● **Work required**
Lines below that include the word "family" should each be copied.

● **Collected data entries**
________

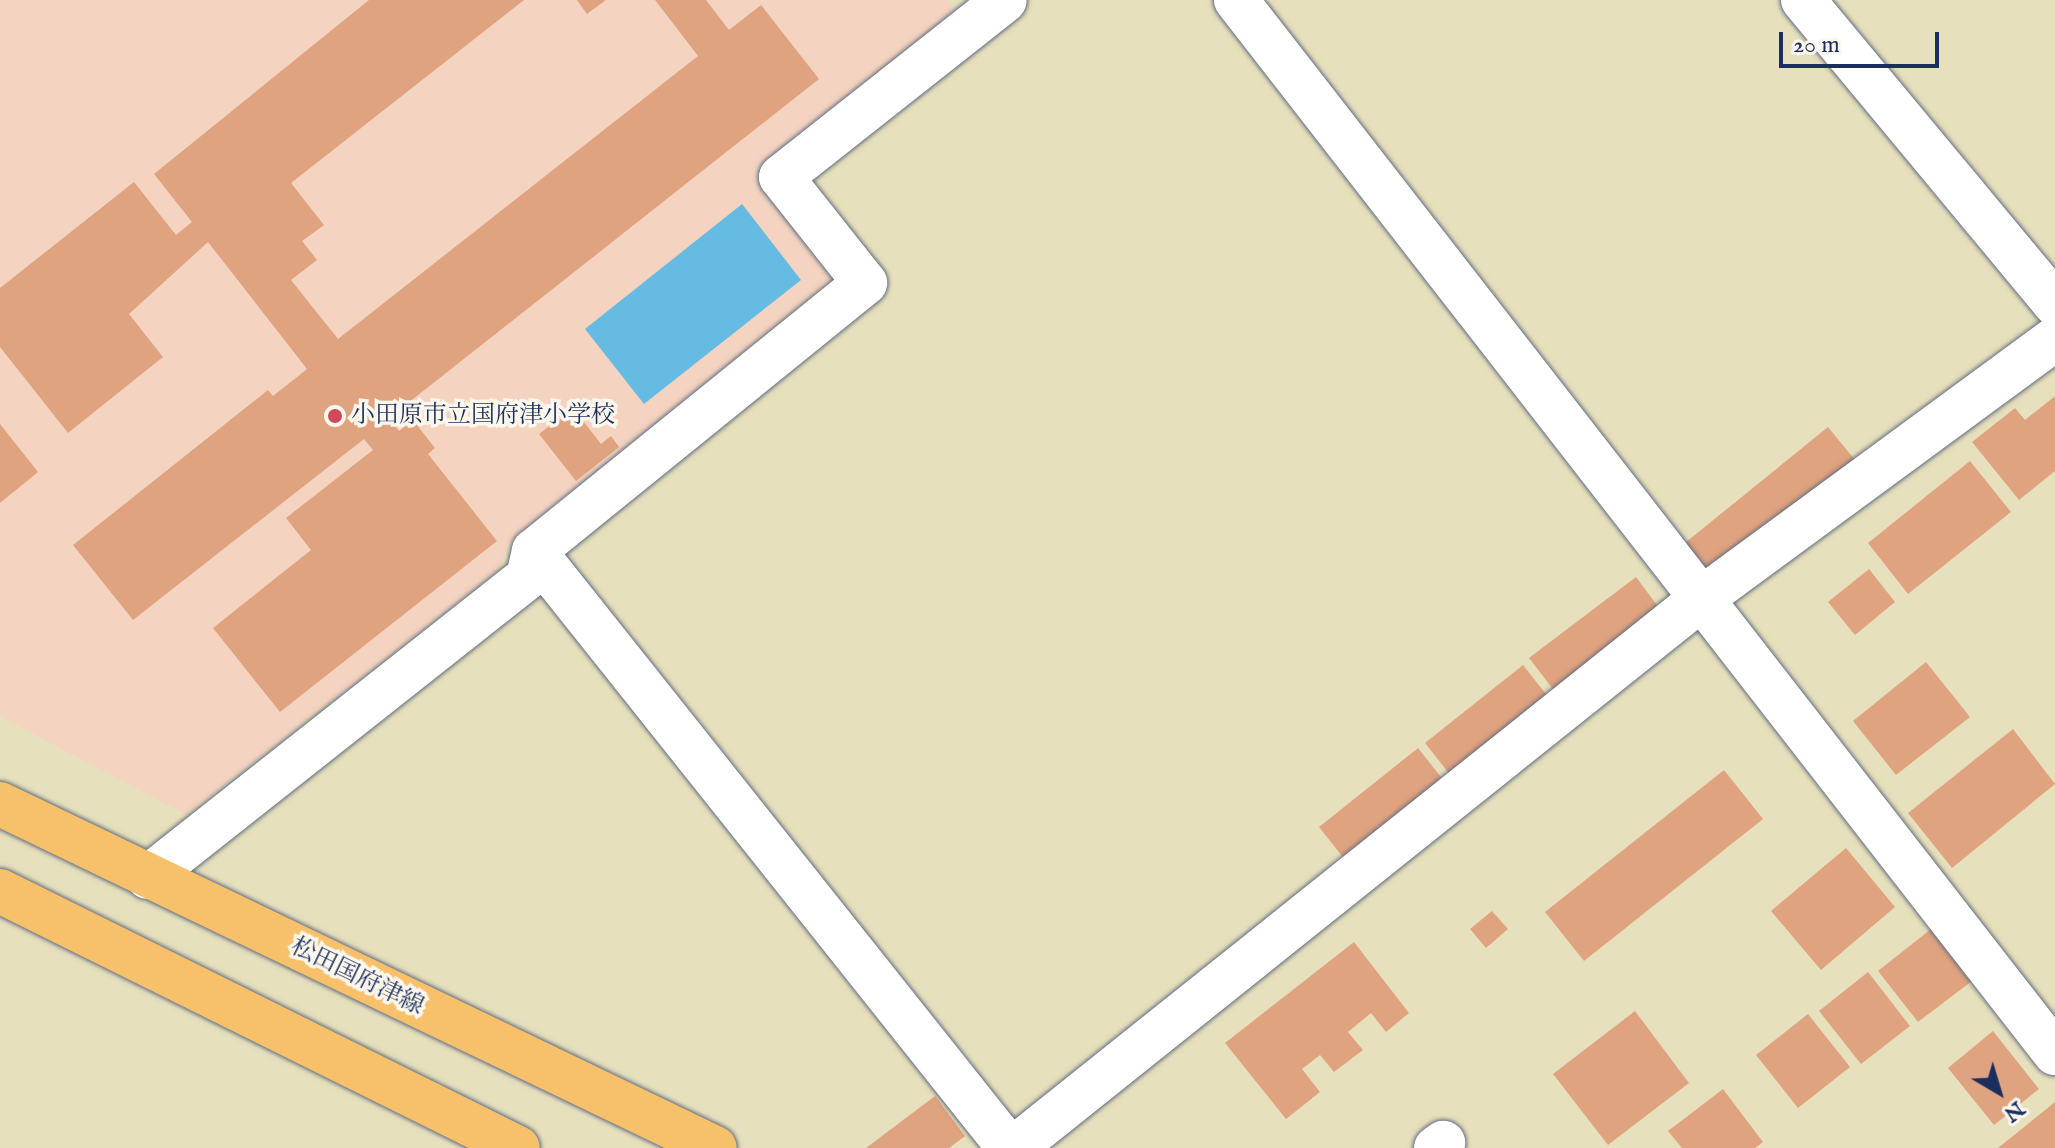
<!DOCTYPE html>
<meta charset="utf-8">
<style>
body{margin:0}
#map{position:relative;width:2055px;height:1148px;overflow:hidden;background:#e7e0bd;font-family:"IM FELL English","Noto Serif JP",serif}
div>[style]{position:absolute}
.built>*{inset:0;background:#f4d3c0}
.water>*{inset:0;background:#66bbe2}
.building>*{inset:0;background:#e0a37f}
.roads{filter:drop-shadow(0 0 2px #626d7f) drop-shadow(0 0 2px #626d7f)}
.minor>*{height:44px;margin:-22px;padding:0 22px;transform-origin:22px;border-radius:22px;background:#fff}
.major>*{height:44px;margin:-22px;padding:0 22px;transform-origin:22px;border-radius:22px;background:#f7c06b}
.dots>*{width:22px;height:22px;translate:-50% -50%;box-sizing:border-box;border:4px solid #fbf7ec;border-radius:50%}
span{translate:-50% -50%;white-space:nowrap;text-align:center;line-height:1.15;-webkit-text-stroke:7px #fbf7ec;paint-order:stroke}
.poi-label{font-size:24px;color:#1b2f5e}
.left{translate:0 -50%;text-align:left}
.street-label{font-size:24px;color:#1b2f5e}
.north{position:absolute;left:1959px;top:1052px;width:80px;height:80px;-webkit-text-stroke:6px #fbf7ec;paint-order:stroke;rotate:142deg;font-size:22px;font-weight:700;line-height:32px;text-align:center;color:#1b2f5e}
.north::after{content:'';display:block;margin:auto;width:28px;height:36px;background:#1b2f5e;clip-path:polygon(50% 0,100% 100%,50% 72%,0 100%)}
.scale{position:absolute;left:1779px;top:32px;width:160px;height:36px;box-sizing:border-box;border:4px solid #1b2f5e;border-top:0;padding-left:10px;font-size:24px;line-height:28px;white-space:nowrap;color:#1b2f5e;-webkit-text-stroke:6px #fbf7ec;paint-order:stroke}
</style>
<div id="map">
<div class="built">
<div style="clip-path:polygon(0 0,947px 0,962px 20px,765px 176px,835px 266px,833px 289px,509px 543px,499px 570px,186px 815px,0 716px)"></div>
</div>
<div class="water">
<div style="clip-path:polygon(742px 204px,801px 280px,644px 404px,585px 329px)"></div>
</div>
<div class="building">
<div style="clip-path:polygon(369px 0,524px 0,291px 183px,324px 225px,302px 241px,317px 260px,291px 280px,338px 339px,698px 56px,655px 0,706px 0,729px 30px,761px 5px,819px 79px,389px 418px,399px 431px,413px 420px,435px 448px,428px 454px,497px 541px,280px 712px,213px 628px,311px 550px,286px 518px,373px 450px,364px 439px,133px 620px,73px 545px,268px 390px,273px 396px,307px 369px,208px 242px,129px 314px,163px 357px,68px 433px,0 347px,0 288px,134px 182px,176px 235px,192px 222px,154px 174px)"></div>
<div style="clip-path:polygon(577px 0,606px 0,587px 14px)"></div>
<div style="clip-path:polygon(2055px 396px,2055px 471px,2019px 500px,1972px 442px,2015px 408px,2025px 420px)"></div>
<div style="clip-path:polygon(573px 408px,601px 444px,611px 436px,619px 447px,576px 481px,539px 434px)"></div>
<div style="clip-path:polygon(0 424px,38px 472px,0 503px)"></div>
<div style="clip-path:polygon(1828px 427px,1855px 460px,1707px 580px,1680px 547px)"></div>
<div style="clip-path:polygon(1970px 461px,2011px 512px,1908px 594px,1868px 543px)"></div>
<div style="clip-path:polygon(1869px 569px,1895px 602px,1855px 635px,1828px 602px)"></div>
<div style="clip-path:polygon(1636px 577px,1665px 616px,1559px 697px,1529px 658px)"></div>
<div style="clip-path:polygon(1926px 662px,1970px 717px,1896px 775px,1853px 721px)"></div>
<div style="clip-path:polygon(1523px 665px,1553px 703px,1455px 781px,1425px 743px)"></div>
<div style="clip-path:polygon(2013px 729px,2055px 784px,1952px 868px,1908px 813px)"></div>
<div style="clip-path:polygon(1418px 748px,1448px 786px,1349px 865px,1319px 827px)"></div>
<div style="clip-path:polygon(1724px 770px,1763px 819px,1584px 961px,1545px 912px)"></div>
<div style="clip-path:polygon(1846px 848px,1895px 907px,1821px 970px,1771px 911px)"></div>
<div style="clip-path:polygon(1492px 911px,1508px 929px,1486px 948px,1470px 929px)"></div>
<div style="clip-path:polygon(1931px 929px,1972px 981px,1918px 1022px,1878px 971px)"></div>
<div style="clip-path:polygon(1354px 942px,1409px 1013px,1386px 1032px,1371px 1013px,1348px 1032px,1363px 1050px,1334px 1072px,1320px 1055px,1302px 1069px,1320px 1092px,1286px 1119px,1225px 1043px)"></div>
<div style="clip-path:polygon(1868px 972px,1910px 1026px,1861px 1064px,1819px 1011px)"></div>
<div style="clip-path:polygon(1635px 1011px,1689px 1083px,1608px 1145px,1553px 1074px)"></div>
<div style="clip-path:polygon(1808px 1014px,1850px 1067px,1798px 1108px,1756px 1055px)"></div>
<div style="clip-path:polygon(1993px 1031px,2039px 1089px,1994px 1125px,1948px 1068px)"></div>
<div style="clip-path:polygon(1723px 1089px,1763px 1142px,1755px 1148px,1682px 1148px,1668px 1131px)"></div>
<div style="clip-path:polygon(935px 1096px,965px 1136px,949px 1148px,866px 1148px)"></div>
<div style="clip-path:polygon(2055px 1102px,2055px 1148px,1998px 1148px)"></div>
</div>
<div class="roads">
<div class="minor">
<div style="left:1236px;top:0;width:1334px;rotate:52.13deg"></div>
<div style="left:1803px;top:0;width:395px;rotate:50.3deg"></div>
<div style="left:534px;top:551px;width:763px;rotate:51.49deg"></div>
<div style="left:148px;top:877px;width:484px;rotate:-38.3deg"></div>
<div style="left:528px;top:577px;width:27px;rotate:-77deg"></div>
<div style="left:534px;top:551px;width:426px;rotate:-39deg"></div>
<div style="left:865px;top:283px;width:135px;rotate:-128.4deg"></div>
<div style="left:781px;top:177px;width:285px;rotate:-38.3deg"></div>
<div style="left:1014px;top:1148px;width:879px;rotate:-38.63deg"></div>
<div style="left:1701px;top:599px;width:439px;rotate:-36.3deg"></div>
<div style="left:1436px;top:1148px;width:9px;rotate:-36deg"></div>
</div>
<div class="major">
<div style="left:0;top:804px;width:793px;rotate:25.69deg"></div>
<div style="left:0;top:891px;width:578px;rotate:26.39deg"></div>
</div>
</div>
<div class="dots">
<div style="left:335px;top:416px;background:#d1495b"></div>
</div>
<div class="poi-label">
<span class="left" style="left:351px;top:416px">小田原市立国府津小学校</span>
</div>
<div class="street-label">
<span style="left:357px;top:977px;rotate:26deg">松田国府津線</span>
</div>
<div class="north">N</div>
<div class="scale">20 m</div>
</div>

________

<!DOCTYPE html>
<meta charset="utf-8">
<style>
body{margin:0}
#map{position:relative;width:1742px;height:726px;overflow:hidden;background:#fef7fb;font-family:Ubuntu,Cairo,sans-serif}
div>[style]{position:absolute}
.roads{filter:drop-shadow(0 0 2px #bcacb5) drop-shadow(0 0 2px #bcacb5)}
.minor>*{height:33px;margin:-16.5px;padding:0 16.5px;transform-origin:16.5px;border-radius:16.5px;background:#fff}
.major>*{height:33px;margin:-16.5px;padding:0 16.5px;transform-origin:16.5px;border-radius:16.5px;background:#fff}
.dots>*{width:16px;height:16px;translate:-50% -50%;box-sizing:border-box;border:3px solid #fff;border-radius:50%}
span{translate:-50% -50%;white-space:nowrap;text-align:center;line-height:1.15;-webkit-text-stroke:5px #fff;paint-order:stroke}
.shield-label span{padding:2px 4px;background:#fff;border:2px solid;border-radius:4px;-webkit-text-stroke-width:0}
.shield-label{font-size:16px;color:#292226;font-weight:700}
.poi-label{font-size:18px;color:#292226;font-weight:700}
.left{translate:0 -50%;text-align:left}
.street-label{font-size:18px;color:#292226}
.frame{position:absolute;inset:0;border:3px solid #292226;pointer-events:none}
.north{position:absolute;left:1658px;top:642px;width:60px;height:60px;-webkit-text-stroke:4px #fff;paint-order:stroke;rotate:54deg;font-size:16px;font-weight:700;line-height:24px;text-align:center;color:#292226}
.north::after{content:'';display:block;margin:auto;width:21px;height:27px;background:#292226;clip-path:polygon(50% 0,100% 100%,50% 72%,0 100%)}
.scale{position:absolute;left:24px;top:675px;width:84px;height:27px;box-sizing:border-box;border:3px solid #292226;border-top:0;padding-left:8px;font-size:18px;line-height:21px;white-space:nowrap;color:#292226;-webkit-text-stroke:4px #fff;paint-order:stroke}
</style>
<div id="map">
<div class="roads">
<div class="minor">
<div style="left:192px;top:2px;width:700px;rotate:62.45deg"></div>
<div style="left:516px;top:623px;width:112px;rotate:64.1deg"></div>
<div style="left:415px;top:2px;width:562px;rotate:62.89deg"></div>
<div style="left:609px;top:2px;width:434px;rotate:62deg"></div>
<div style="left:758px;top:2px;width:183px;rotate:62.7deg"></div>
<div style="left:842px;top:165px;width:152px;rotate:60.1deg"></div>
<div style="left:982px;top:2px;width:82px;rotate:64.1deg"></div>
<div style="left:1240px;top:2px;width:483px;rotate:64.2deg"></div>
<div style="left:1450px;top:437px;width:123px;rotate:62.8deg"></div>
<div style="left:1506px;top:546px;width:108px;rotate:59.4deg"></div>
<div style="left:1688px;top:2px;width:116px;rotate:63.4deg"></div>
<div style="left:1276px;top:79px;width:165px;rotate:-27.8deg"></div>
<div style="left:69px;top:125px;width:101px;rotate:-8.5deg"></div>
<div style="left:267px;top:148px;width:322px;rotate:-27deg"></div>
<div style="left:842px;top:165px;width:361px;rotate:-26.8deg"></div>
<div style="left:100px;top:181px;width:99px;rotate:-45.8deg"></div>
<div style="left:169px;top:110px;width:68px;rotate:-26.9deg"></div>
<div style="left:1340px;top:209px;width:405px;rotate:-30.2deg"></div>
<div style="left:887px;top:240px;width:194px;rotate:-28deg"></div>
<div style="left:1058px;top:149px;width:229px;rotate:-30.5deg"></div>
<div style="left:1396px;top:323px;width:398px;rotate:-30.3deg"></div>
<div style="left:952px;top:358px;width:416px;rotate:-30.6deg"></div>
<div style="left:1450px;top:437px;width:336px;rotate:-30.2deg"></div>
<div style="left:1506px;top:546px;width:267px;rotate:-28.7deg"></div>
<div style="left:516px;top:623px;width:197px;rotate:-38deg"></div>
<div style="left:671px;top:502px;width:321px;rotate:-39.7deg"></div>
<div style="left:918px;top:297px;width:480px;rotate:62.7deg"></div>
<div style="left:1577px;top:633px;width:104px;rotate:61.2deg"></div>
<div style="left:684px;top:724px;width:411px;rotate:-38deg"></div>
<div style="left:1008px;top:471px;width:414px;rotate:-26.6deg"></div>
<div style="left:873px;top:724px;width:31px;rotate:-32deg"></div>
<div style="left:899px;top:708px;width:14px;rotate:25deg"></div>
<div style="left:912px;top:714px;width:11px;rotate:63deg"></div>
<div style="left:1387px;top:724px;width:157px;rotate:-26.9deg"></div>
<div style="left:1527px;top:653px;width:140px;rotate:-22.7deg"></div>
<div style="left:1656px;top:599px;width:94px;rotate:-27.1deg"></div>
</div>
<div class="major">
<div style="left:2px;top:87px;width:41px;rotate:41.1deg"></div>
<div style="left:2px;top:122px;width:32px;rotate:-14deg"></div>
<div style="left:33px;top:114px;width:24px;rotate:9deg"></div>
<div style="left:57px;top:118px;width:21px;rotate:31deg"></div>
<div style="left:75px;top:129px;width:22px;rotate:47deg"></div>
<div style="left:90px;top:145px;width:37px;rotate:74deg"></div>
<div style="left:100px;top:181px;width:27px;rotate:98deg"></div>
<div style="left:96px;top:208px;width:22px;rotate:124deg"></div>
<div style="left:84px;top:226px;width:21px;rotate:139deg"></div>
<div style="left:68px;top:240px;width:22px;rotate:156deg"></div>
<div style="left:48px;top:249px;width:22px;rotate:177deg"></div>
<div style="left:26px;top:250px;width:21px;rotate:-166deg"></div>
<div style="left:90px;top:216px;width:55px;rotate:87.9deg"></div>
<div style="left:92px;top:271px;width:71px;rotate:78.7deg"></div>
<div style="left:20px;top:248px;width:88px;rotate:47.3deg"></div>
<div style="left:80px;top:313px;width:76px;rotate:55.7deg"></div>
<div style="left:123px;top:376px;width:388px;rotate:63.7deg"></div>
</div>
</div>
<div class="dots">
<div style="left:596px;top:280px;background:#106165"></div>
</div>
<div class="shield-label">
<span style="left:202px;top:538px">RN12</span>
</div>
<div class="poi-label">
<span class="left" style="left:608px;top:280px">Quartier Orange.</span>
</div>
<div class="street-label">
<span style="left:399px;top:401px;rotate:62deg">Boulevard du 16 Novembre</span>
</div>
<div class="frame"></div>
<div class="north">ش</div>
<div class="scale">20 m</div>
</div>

________

● **Task solution**
#map{position:relative;width:2055px;height:1148px;overflow:hidden;background:#e7e0bd;font-family:"IM FELL English","Noto Serif JP",serif}
#map{position:relative;width:1742px;height:726px;overflow:hidden;background:#fef7fb;font-family:Ubuntu,Cairo,sans-serif}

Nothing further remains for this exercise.